The Achilleid (Latin: Achilleis) is an unfinished epic poem by Publius Papinius Statius that was intended to present the life of Achilles from his youth through his death at Troy. Only about one and a half books (1,127 dactylic hexameters) were completed before the poet's death. What remains is an account of the hero's early life with Chiron the centaur, and an episode in which his mother Thetis disguised him as a girl on the island of Scyros before he joined the Greek expedition against Troy.

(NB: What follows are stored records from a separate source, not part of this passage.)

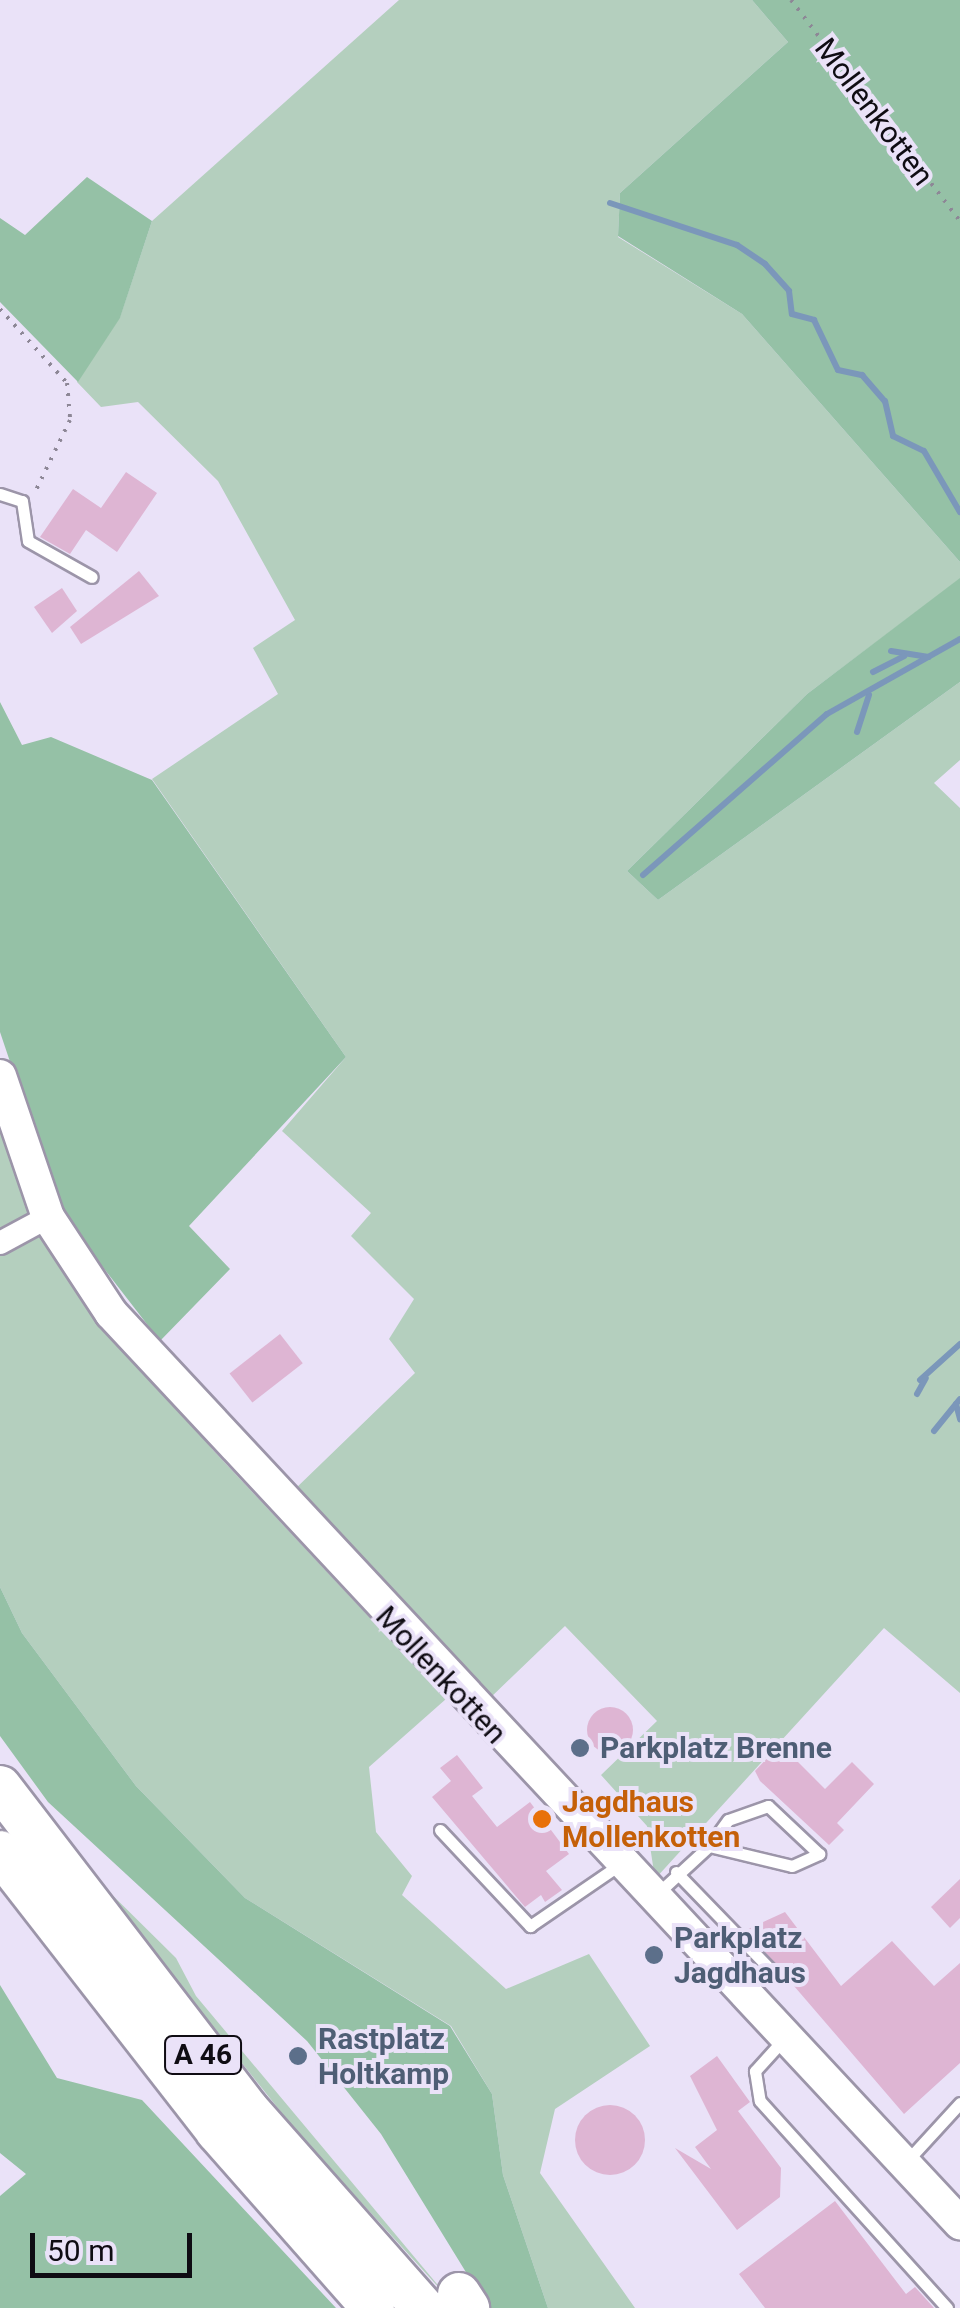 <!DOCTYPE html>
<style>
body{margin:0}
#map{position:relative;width:960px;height:2308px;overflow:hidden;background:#eae2f8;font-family:Roboto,sans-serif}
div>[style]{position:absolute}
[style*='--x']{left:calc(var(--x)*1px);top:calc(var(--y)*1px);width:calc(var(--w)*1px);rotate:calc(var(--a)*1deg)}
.green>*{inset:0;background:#b4cfbe}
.forest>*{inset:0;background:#95c1a6}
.stream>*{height:6px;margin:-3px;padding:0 3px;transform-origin:3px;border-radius:3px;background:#7b97ba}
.building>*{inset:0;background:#deb5d3;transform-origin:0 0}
.round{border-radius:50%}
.path>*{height:4px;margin-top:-2px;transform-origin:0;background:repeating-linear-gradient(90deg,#8d8796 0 2.5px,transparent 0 10.5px)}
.roads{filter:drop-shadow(2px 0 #9c95a9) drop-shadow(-2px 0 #9c95a9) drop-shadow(0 2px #9c95a9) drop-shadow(0 -2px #9c95a9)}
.lane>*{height:11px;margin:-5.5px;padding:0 5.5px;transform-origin:5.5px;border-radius:5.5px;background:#fff}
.street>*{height:22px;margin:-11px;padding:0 11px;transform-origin:11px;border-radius:11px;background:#fff}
.secondary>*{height:32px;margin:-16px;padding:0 16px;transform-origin:16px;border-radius:16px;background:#fff}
.highway>*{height:42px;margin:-21px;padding:0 21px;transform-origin:21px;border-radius:21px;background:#fff}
.dots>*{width:28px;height:28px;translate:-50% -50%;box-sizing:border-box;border:5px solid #eae2f8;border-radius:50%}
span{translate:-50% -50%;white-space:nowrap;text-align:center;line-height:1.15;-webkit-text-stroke:8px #eae2f8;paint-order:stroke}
.shield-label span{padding:2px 8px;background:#eae2f8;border:2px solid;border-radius:8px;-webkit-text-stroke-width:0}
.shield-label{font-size:28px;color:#0f0c13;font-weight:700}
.street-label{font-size:30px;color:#0f0c13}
.service-label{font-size:30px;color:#4e5e75;font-weight:700}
.left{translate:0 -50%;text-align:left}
.food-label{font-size:30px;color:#c56008;font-weight:700}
.scale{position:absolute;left:30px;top:2233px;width:162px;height:45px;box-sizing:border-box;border:5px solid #0f0c13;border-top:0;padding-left:12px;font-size:30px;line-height:35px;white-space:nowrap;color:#0f0c13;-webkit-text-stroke:8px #eae2f8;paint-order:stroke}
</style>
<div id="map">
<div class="green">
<i style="clip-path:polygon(399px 0,752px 0,788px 42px,620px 193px,618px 237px,742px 314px,960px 562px,960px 579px,807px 694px,627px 871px,658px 900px,960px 682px,960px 760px,934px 783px,960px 808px,960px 1693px,884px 1628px,655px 1879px,647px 1826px,601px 1775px,657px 1721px,565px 1626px,488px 1700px,293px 1491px,415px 1373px,389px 1339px,414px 1299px,351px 1236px,371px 1213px,282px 1131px,346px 1057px,152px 779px,278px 694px,253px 648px,295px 620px,218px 481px,138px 402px,101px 407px,77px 382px,120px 317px,152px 221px)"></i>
<i style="clip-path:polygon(0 1108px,35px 1214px,0 1233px)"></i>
<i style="clip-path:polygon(41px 1233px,213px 1450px,446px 1699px,369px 1767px,376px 1832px,412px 1876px,402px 1895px,506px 1989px,589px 1954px,650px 2046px,555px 2109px,540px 2173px,635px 2308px,548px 2308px,503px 2175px,492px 2094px,451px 2026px,245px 1898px,136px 1786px,22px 1633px,0 1587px,0 1255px)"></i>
<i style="clip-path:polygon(91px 1874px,176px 1958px,196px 1996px,452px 2302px,297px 2132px)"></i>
</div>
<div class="forest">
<i style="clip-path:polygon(752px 0,960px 0,960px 562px,742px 314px,618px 236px,620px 193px,788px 42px)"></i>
<i style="clip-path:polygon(87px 177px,152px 221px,120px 318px,78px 382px,0 302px,0 218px,25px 235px)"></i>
<i style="clip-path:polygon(960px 578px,960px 682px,658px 900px,627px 871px,807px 694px)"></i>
<i style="clip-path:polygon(0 702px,22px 745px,51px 737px,152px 780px,346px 1057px,189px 1226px,230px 1269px,160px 1341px,61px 1213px,0 1032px)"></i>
<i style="clip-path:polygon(0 1587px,22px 1633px,136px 1786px,245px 1898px,450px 2026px,492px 2094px,503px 2175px,548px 2308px,488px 2308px,381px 2134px,307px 2041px,48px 1802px,0 1736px)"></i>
<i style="clip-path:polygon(0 1985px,57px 2078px,142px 2100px,336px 2308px,0 2308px,0 2196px,26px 2174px,0 2153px)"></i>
</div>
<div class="stream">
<i style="--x:610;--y:203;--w:134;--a:18.3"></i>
<i style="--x:737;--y:245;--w:34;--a:34"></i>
<i style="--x:765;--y:264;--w:36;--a:48"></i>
<i style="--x:789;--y:291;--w:23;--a:83"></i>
<i style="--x:792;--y:314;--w:23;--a:15"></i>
<i style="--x:814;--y:320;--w:55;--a:64.4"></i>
<i style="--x:838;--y:370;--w:25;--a:12"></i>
<i style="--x:862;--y:375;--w:35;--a:49"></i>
<i style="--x:885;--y:401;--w:36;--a:77"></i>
<i style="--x:893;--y:436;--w:34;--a:26"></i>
<i style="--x:924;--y:451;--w:71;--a:59.5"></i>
<i style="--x:891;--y:651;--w:38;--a:9"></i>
<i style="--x:873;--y:672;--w:35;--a:-27"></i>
<i style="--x:857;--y:732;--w:39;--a:-72"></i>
<i style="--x:643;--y:875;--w:244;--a:-41.2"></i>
<i style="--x:827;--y:714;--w:153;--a:-29.4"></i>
<i style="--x:920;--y:1380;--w:54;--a:-42"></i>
<i style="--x:917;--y:1394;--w:18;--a:-61"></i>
<i style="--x:956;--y:1404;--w:16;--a:75"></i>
<i style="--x:934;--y:1431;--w:41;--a:-50.9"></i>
</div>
<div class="building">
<i style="clip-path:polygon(126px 472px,157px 493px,117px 552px,86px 530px,70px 554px,40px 537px,73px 489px,101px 508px)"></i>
<i style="clip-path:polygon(139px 571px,159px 596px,81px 644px,70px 627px)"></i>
<i style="clip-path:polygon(62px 588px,77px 611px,52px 633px,34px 607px)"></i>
<i style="left:280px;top:1334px;width:37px;height:64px;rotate:52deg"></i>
<i class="round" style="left:587px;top:1707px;width:46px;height:46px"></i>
<i style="clip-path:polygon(773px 1752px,780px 1760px,788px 1752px,825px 1789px,852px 1762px,874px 1784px,837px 1823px,844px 1830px,829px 1845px,760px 1781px,755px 1771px)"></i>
<i style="clip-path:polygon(457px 1755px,483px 1788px,472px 1796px,497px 1827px,530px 1802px,569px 1854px,546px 1871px,562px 1890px,545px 1902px,541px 1895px,525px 1907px,432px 1797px,451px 1781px,440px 1768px)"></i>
<i style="clip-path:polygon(960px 1879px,960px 1918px,950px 1928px,931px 1907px)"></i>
<i style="clip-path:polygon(785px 1912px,841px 1986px,892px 1941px,934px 1986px,960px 1963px,960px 2063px,904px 2114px,746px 1930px)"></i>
<i style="clip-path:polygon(717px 2056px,750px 2102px,738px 2111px,781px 2168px,780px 2197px,737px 2230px,675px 2148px,711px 2169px,695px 2147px,717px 2130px,690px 2076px)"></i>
<i class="round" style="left:575px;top:2105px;width:70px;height:70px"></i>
<i style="clip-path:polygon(835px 2201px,906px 2294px,915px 2287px,934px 2308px,765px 2308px,739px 2274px)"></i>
</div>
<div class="path">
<i style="--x:791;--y:0;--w:278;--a:52.6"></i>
<i style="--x:0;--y:309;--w:100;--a:47.8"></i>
<i style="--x:67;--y:383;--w:37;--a:85"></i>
<i style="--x:70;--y:420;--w:82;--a:115.9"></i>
</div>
<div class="roads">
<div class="lane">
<i style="--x:0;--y:494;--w:23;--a:18"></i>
<i style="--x:22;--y:501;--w:40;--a:81.5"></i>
<i style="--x:28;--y:541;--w:73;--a:29.4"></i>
<i style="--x:440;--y:1830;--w:132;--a:46.8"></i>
<i style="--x:530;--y:1926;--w:108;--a:-34.4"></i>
<i style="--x:676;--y:1872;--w:134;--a:45.9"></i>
<i style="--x:658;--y:1893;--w:69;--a:-42.7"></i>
<i style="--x:709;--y:1846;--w:85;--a:13.5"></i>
<i style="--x:792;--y:1866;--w:30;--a:-24"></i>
<i style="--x:819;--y:1854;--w:70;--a:-136.7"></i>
<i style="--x:768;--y:1806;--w:42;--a:160.7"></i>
<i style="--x:728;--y:1820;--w:32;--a:126"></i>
<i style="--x:783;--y:2040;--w:42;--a:132.1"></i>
<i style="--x:755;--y:2071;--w:30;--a:81"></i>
<i style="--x:760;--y:2101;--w:279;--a:47.9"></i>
<i style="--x:906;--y:2162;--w:80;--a:-47.5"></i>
</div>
<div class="street">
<i style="--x:0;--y:1243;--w:55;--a:-28.4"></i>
</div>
<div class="secondary">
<i style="--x:0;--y:1076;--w:149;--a:71.2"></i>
<i style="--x:48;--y:1217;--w:115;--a:56.7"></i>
<i style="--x:111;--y:1313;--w:1245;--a:46.99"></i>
</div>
<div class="highway">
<i style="--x:0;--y:1787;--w:406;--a:52.5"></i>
<i style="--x:247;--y:2109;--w:266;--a:48.5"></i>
<i style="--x:0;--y:1852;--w:353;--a:52.1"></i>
<i style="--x:217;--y:2131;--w:236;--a:48.6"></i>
<i style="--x:459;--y:2294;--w:17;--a:57"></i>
</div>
</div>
<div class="dots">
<i style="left:580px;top:1748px;background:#5c6f8a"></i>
<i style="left:542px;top:1819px;background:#e8710a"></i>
<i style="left:654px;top:1955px;background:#5c6f8a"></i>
<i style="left:298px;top:2056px;background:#5c6f8a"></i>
</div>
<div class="shield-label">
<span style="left:203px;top:2055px">A 46</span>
</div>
<div class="street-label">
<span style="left:874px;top:112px;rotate:53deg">Mollenkotten</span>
<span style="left:441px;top:1675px;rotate:47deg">Mollenkotten</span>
</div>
<div class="service-label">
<span class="left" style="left:600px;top:1748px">Parkplatz Brenne</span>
<span class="left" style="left:674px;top:1955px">Parkplatz<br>Jagdhaus</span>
<span class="left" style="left:318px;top:2056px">Rastplatz<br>Holtkamp</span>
</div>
<div class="food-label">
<span class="left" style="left:562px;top:1819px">Jagdhaus<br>Mollenkotten</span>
</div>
<div class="scale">50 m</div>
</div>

Based upon three references to the poem in the Silvae, the Achilleid seems to have been composed between 94 and 96 CE. At Silvae 4.7.21–24, Statius complains that he lacks the motivation to make progress upon his "Achilles" without the company of his friend C. Vibius Maximus who was travelling in Dalmatia (and to whom poem is addressed). Statius apparently overcame this self-described writer's block, for in a poem from the posthumously published fifth book of the Silvae he refers to an upcoming recitation of a section from the Achilleid. This reference is believed to date from the summer of 95, and Statius presumably died later that year or early in the next, leaving the Achilleid unfinished.

Statius' primary models are Homer and the poems of the epic cycle which touch on the life of Achilles. In the opening of the Achilleid, Statius asks that his poem not stop with the death of Hector (nec in Hectore tracto sistere 1.6) as the Iliad does but that it continue through the whole Trojan cycle, invoking these two important models. His style in the Achilleid has been seen as far more reminiscent of Ovid than Virgil, his major influence in the composition of the Thebaid. Statius tried to revise the image of the Homeric Achilles with the "Achilleid," just as Ovid did for the Virgilian Aeneas. While doing this, they also exploited the tension between the accepted epic narrative and competing traditions pertaining to the heroes' lives.